"Fit für den Job": Neues Angebot Sprachweiterbildung in Deutsch für ausländische Ärztinnen und Ärzte an der Universität Marburg

 

Das RPZ (Dr. Reinfried Pohl Zentrum für medizinische Lehre) führt spezielle Trainings zur Verbesserung der ärztlichen Kommunikation für Nichtdeutsch-Muttersprachler durch

In den letzten Jahren steigt die Zahl nach Deutschland zuwandernder Ärztinnen und Ärzte kontinuierlich an. Nach der Ärztestatistik der Bundesärztekammer nahm ihre im Jahr 2013 gegenüber 2012 um 2 926 auf insgesamt 31 236 zu An der Spitze der Herkunftsländer steht derzeit Rumänien mit 3215 gefolgt von Griechenland, Österreich und Russland. In Deutschland sind - nicht zuletzt wegen des ärztlichen Nachwuchsmangels - ausländische Ärztinnen und Ärzte sehr willkommen. Teilweise werden sie schon in den Herkunftsländern im Auftrage deutscher Klinik-Arbeitgeber aktiv angeworben, ohne dass sie über für eine ärztliche Tätigkeit ausreichende deutsche Sprachkenntnisse verfügen. Eigentlich dürften Kolleginnen und Kollegen ohne nachgewiesene Sprachkompetenz in Deutschland keine Berufserlaubnis oder Approbation erhalten. Bislang ist aber die Kontroll- und Überwachungspraxis der Bundesländer noch sehr unterschiedlich.

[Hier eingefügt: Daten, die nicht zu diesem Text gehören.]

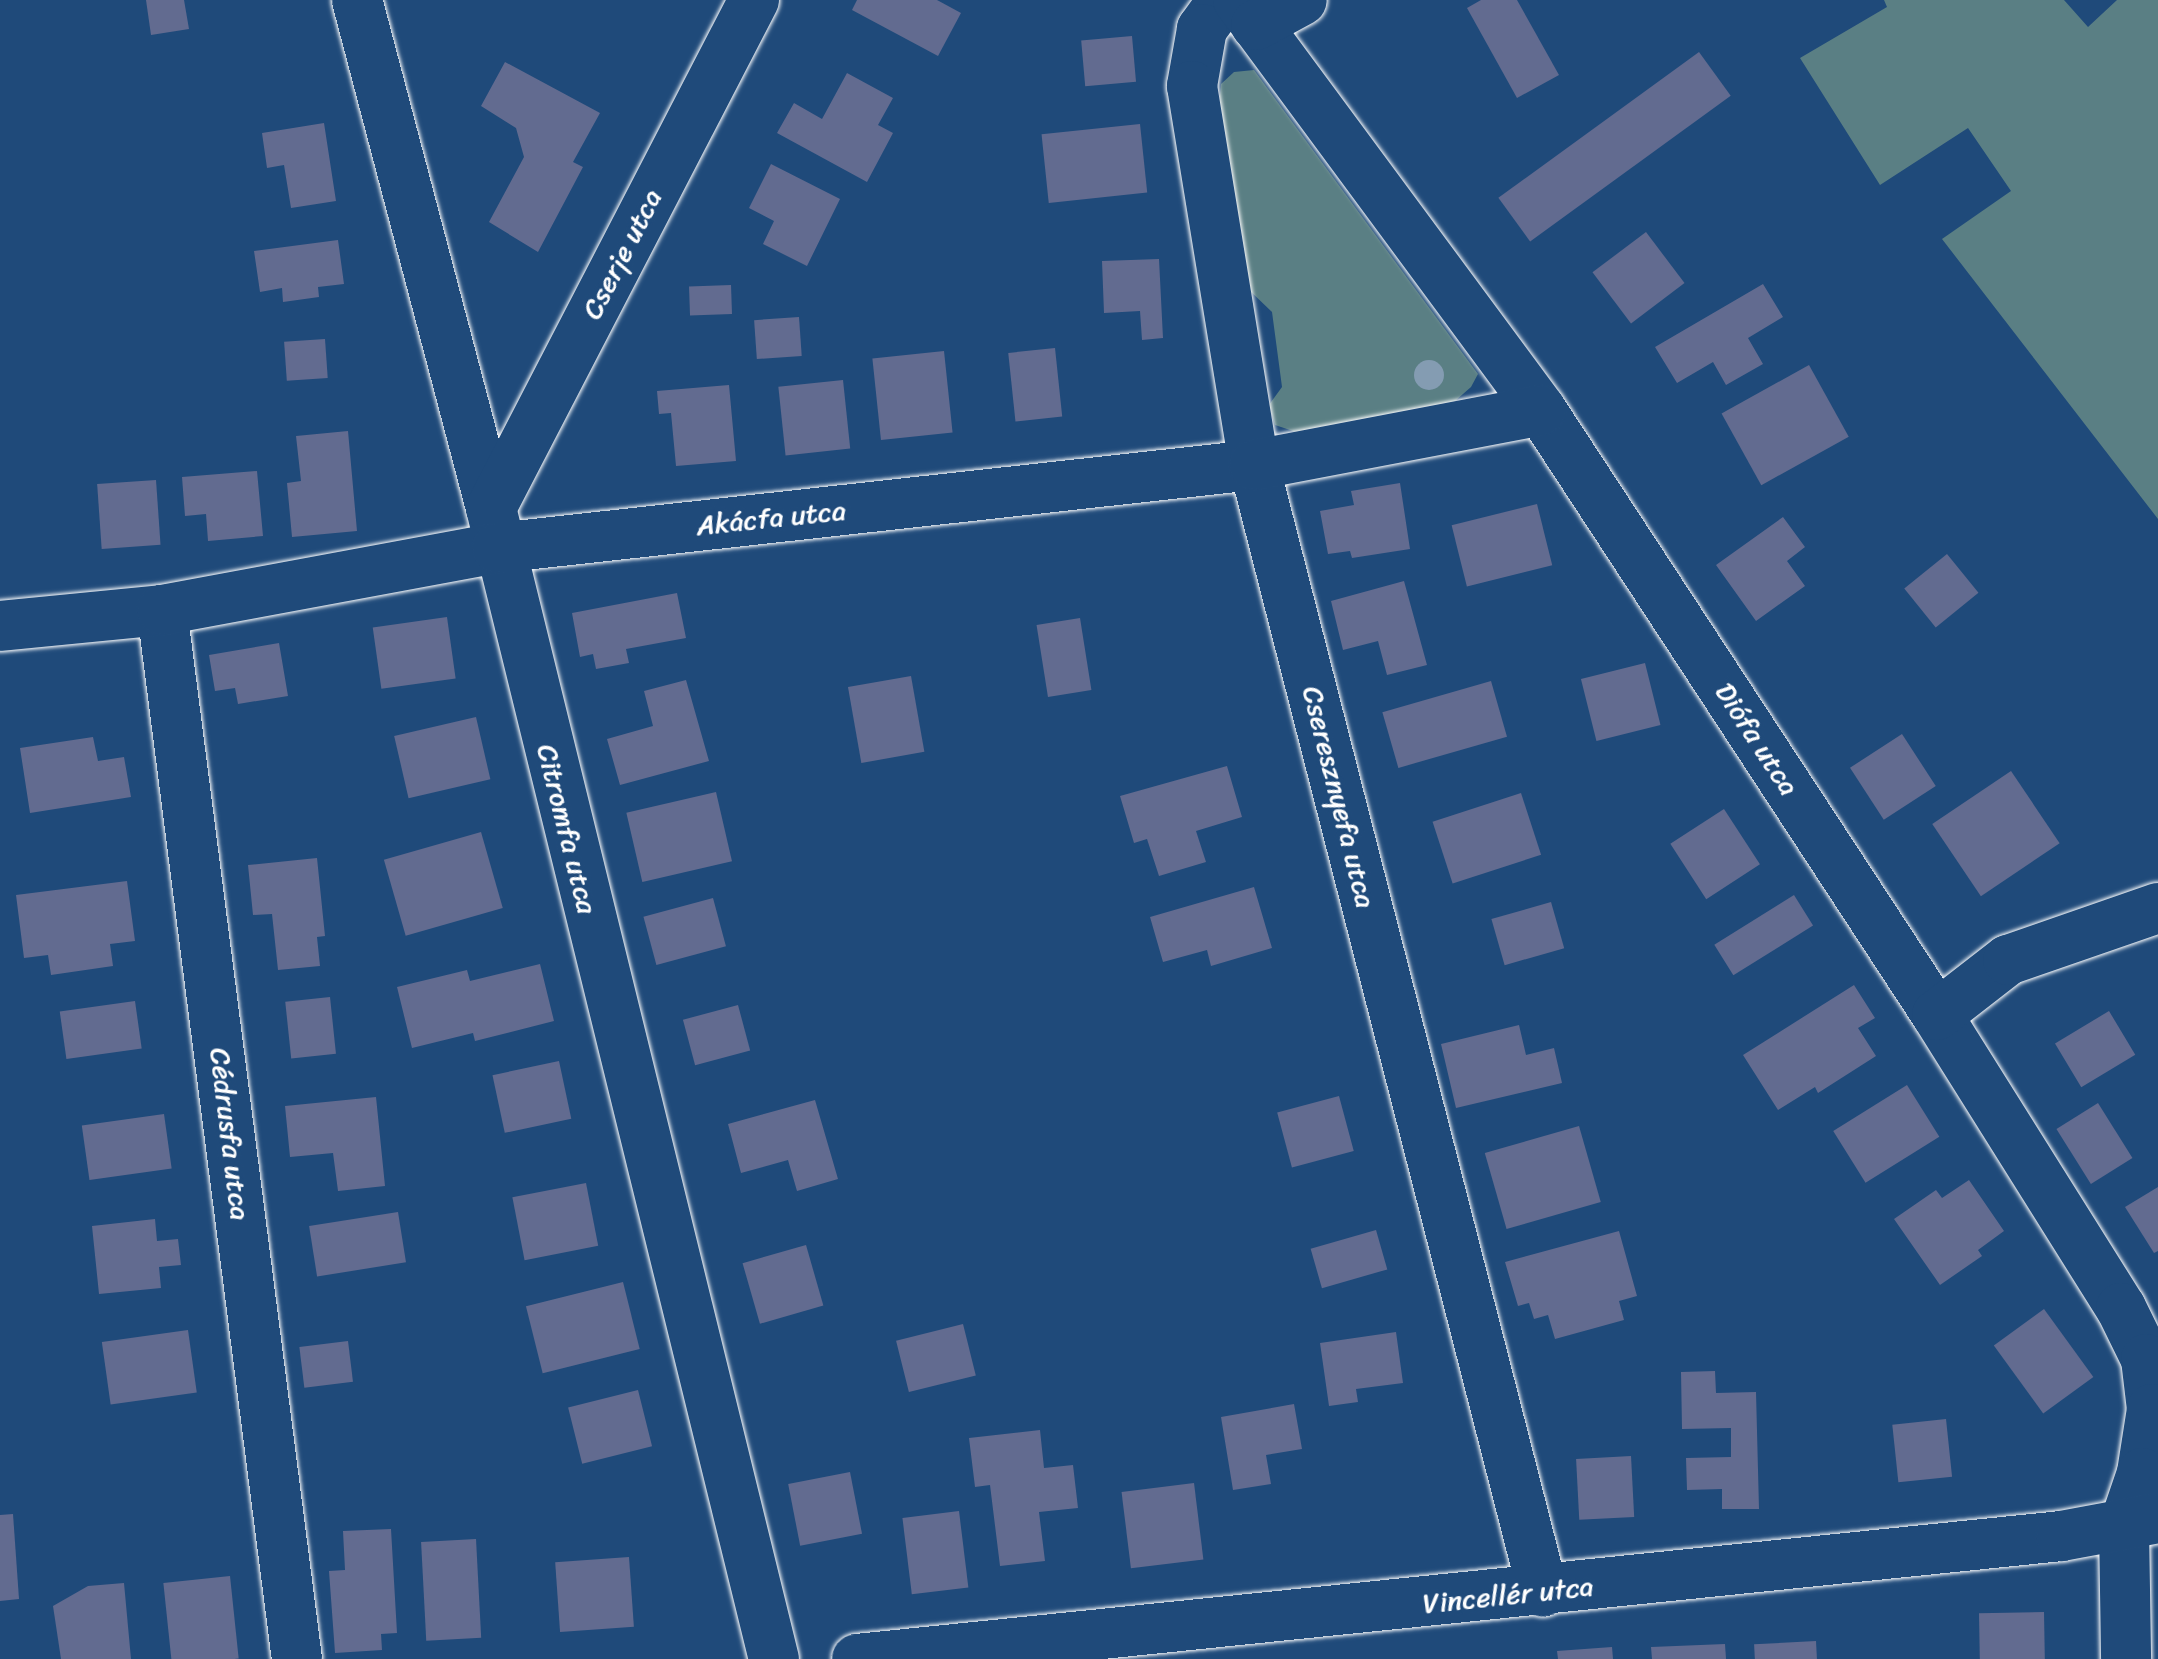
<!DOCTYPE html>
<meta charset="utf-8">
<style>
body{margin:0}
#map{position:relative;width:2158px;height:1659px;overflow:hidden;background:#1f4a7a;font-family:Sriracha,sans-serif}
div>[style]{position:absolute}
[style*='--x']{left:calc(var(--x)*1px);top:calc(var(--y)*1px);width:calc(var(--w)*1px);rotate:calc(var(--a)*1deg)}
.green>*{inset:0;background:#5a7f84}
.building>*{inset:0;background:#626b90;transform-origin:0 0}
.roads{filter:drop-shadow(0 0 2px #fff) drop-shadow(0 0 2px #fff)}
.minor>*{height:50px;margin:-25px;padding:0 25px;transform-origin:25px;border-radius:25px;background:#1f4a7a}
.trees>*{width:30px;height:30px;margin:-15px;border-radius:50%;background:#849cb2}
span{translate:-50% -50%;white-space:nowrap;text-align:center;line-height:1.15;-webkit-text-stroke:10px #1f4a7a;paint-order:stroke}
.street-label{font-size:28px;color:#fff}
</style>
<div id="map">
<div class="green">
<i style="clip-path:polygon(1884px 0,2064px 0,2088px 27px,2117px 0,2158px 0,2158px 519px,1942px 239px,2011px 191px,1968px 128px,1880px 185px,1800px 58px,1887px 7px)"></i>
<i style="clip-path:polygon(1254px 70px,1478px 374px,1471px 387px,1447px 408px,1302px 434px,1275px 425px,1269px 405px,1282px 387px,1272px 312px,1248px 289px,1219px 106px,1221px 84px,1234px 72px)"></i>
</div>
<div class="building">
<i style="clip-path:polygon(146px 0,184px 0,189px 29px,151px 35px)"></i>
<i style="clip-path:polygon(857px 0,937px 0,961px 13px,938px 56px,852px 10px)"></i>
<i style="clip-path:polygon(1481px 0,1517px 0,1559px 75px,1517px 98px,1467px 8px)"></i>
<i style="left:1132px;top:36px;width:46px;height:51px;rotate:85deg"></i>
<i style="left:1699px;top:52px;width:54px;height:248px;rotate:54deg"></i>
<i style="clip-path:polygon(505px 62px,600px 113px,573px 162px,583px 167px,538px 252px,489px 222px,524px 157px,516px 128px,481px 106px)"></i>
<i style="clip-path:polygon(847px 73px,893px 98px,878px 125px,893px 133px,867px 182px,777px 133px,794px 103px,822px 119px)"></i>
<i style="clip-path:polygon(324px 123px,336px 201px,291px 208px,284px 165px,267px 168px,262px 133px)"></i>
<i style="left:1140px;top:124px;width:69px;height:99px;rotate:84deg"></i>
<i style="clip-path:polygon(771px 164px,840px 199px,807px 266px,763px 244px,774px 221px,749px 208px)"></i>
<i style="left:1646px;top:232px;width:64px;height:67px;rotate:53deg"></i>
<i style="clip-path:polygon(338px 240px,344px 284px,318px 287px,319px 297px,283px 302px,282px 288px,260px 292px,254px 251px)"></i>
<i style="clip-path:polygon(1159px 259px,1163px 338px,1142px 340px,1140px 311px,1104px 313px,1102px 261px)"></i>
<i style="clip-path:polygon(1763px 284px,1783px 317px,1748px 338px,1763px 364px,1726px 385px,1713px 362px,1677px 383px,1655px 347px)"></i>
<i style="left:731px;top:285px;width:29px;height:42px;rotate:88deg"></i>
<i style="left:799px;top:317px;width:39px;height:45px;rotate:86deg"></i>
<i style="left:325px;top:339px;width:39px;height:41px;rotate:86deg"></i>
<i style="left:1055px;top:348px;width:69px;height:47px;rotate:84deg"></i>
<i style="left:944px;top:351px;width:82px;height:72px;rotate:84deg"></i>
<i style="left:1809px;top:365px;width:82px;height:100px;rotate:61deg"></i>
<i style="left:843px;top:380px;width:69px;height:65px;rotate:84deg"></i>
<i style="clip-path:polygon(729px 385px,736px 461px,676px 466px,671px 413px,659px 414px,657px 391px)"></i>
<i style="clip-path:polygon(348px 431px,357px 531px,292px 537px,287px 483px,301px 481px,296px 436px)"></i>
<i style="clip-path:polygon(257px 471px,263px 536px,208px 541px,206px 514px,185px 516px,182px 477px)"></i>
<i style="left:156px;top:480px;width:65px;height:59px;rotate:86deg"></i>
<i style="clip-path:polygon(1400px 483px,1410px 549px,1352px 558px,1350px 551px,1328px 554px,1320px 511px,1354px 505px,1351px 491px)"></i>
<i style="left:1537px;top:504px;width:63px;height:88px;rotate:76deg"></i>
<i style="clip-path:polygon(1783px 517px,1805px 547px,1787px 561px,1805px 586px,1756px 621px,1716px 565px)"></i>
<i style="left:1947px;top:554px;width:50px;height:55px;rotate:51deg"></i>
<i style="clip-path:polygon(1404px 581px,1427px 665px,1387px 675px,1378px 641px,1343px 650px,1331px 601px)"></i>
<i style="clip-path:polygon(677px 593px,686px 638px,626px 649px,629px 663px,596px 669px,593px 654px,580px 657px,572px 613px)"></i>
<i style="left:447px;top:617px;width:62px;height:75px;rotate:82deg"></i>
<i style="left:1080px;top:618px;width:73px;height:44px;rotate:81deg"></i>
<i style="clip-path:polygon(279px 643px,288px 696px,238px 704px,235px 688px,215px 691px,209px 655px)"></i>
<i style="left:1645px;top:663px;width:64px;height:66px;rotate:76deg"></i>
<i style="left:911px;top:676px;width:77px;height:64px;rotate:80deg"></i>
<i style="clip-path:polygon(686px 680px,709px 761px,620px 785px,607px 739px,653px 726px,644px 691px)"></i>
<i style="left:1491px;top:681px;width:58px;height:113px;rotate:74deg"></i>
<i style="left:476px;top:717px;width:64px;height:84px;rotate:77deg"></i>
<i style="left:1902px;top:734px;width:62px;height:62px;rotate:57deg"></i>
<i style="clip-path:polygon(93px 737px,98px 761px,124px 757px,131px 797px,30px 813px,20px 748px)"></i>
<i style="clip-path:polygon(1227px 766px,1242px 817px,1196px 831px,1206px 862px,1159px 876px,1147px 839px,1134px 843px,1120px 796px)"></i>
<i style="left:2011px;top:771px;width:87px;height:95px;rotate:56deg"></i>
<i style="left:716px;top:792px;width:71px;height:92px;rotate:77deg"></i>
<i style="left:1521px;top:793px;width:65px;height:93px;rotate:72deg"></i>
<i style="left:1724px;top:809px;width:66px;height:64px;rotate:57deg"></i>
<i style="left:481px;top:832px;width:79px;height:101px;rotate:74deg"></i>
<i style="clip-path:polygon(317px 858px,325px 936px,317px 937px,320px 966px,278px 970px,272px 914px,253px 915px,248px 865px)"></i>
<i style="clip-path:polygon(127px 881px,135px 941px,110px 944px,113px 966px,51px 975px,48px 955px,24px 958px,16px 895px)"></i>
<i style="clip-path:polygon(1254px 887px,1272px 948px,1211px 966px,1207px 950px,1163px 962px,1150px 917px)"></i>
<i style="left:1794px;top:895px;width:36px;height:94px;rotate:58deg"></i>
<i style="left:713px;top:898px;width:50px;height:72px;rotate:75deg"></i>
<i style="left:1551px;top:902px;width:48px;height:62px;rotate:74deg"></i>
<i style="clip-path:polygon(540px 964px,554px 1021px,475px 1041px,473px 1033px,412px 1048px,397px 987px,467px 970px,470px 981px)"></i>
<i style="clip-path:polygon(1854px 985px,1875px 1018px,1858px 1028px,1876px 1056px,1818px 1093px,1815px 1087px,1778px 1110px,1743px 1055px)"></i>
<i style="left:330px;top:997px;width:57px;height:45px;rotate:84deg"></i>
<i style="left:135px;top:1001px;width:48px;height:76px;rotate:82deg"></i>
<i style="left:738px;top:1005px;width:47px;height:57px;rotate:75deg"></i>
<i style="left:2109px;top:1011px;width:51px;height:63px;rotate:59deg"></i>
<i style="clip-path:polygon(1519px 1025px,1526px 1055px,1554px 1048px,1562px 1083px,1456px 1108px,1441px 1044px)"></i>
<i style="left:559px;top:1061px;width:59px;height:68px;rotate:78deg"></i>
<i style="left:1907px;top:1085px;width:61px;height:87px;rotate:58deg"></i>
<i style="left:1339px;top:1096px;width:57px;height:64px;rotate:75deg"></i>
<i style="clip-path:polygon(376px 1097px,385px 1186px,338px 1191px,333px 1153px,290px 1157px,285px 1106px)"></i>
<i style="clip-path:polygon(815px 1100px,838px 1179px,797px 1191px,788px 1160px,741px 1173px,728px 1124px)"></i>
<i style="left:2098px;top:1103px;width:65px;height:49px;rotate:58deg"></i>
<i style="left:164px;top:1114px;width:55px;height:83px;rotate:82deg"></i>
<i style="left:1579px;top:1126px;width:79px;height:98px;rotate:74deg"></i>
<i style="clip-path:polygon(1969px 1180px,2004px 1231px,1978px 1250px,1982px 1256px,1940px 1285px,1894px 1219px,1936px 1190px,1942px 1198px)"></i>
<i style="left:586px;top:1183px;width:64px;height:75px;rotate:79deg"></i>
<i style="clip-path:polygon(2158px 1187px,2158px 1251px,2154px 1253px,2125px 1207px)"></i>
<i style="left:398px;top:1212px;width:51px;height:90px;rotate:81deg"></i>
<i style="clip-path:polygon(155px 1219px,157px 1241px,178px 1239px,181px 1265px,159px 1267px,161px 1288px,99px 1294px,92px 1226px)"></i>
<i style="left:1376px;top:1230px;width:41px;height:68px;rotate:74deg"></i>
<i style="clip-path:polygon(1619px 1231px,1637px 1296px,1619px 1301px,1624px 1320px,1555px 1339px,1548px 1315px,1534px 1319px,1529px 1303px,1518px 1306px,1505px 1262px)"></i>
<i style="left:806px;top:1245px;width:63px;height:66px;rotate:74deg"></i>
<i style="left:623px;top:1282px;width:69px;height:100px;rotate:76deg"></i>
<i style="left:2044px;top:1309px;width:84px;height:62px;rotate:54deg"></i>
<i style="left:963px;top:1324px;width:53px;height:69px;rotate:76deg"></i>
<i style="left:188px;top:1330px;width:63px;height:87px;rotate:82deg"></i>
<i style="clip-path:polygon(1396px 1332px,1403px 1383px,1356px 1389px,1358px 1402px,1329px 1406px,1320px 1343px)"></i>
<i style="left:348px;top:1341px;width:41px;height:49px;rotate:83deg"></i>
<i style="clip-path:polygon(1715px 1371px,1716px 1393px,1756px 1392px,1759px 1509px,1722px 1509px,1722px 1489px,1687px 1490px,1686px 1458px,1731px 1457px,1731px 1428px,1682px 1429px,1681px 1372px)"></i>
<i style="left:638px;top:1390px;width:58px;height:72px;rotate:76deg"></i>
<i style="clip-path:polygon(1294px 1404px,1302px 1449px,1266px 1455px,1271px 1484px,1233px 1490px,1221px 1417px)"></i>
<i style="left:1946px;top:1419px;width:58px;height:54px;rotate:84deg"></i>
<i style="clip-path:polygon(1040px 1430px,1044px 1468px,1073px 1465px,1078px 1508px,1039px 1512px,1045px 1561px,1000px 1566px,990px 1485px,975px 1487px,969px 1438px)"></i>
<i style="left:1631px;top:1456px;width:61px;height:55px;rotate:87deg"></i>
<i style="left:850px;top:1472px;width:63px;height:63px;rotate:79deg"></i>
<i style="left:1194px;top:1483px;width:77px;height:73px;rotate:83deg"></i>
<i style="left:959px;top:1511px;width:77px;height:57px;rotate:83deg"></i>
<i style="clip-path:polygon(13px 1514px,19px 1599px,0 1601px,0 1515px)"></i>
<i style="clip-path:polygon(391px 1529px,397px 1633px,381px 1634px,382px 1650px,335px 1653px,329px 1571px,345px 1570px,343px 1531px)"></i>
<i style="left:476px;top:1539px;width:99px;height:55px;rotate:87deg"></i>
<i style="left:629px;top:1557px;width:70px;height:74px;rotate:86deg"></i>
<i style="left:230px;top:1576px;width:83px;height:67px;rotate:84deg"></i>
<i style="clip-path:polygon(124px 1583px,131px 1659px,61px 1659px,53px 1606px,88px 1586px)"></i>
<i style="left:2044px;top:1612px;width:47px;height:65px;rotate:89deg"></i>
<i style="left:1816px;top:1641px;width:18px;height:62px;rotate:87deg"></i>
<i style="clip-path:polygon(1725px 1644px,1726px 1659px,1652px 1659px,1651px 1647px)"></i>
<i style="clip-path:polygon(1612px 1647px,1613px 1659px,1558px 1659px,1557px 1651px)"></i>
</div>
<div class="roads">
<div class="minor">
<i style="--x:357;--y:0;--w:525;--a:75.22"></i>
<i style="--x:491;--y:508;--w:1185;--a:76.19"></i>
<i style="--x:1223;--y:0;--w:36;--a:126"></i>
<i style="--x:1202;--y:29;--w:58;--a:100"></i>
<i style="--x:1192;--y:86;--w:384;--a:80.7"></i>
<i style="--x:1254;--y:465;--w:1163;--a:75.62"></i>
<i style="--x:1238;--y:0;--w:510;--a:53.53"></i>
<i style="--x:1541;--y:410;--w:723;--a:56.79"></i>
<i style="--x:1937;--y:1015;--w:346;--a:57.9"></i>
<i style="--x:2121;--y:1308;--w:57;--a:63.9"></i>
<i style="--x:2146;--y:1359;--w:50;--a:83.2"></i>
<i style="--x:2152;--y:1409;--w:65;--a:98.9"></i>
<i style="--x:2142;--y:1473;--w:56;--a:108.8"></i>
<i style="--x:2124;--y:1526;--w:133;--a:89.1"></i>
<i style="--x:1256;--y:25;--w:52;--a:-28.5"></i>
<i style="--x:491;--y:508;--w:572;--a:-62.63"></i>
<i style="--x:162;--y:610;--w:1058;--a:82.67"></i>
<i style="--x:0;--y:626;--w:163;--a:-5.6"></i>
<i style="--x:162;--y:610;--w:341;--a:-10.5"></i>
<i style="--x:497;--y:548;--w:762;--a:-6.26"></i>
<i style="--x:1254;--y:465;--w:292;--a:-10.8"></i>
<i style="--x:1937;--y:1015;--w:90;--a:-37.8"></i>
<i style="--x:2008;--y:960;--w:159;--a:-19.1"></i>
<i style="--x:857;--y:1659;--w:1210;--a:-5.83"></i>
<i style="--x:2061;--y:1536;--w:94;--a:-10.5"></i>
</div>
</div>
<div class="trees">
<i style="left:1429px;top:375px"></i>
</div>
<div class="street-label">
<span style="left:622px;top:254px;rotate:-63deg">Cserje utca</span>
<span style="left:771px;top:518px;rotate:-6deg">Akácfa utca</span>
<span style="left:1757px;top:739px;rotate:57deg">Diófa utca</span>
<span style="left:1339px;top:797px;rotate:76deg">Cseresznyefa utca</span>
<span style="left:567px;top:829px;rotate:76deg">Citromfa utca</span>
<span style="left:230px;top:1134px;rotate:83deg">Cédrusfa utca</span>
<span style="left:1508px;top:1595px;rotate:-6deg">Vincellér utca</span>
</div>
</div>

Im Juni 2014 plant die Gesundheitsministerkonferenz der Länder diesbezügliche bundeseinheitliche Kriterien und Richtlinie zu beschließen und will dabei auch speziell auf die Anforderungen des ärztlichen Berufes konzipierte praktische Sprachprüfungen einführen. Die Ärztekammern begrüßen dieses Vorhaben ausdrücklich und werden die zuständigen Behörden bei der Umsetzung nach Kräften unterstützen. Wer als Ärztin oder Arzt seine Patienten aber auch die Kollegen und Mitarbeiter nicht versteht und/oder sich selbst diesen nicht unmissverständlich mitteilen kann, gefährdet die Patientensicherheit und hat natürlich auch erhebliche Probleme, sich selbst beruflich einzuarbeiten und in die Gesellschaft zu integrieren. Es kann und darf aber nicht das Ziel sein, nur Hürden aufzubauen und durch Prüfungen etc. ausländische Kolleginnen und Kollegen abzuschrecken. Wir brauchen für sie spezielle, strukturierte Kurse zum raschen Erlernen der erforderlichen deutschen Sprachfertigkeiten. Die Teilnahme daran muss durch die Arbeitgeber ermöglicht und gefördert werden.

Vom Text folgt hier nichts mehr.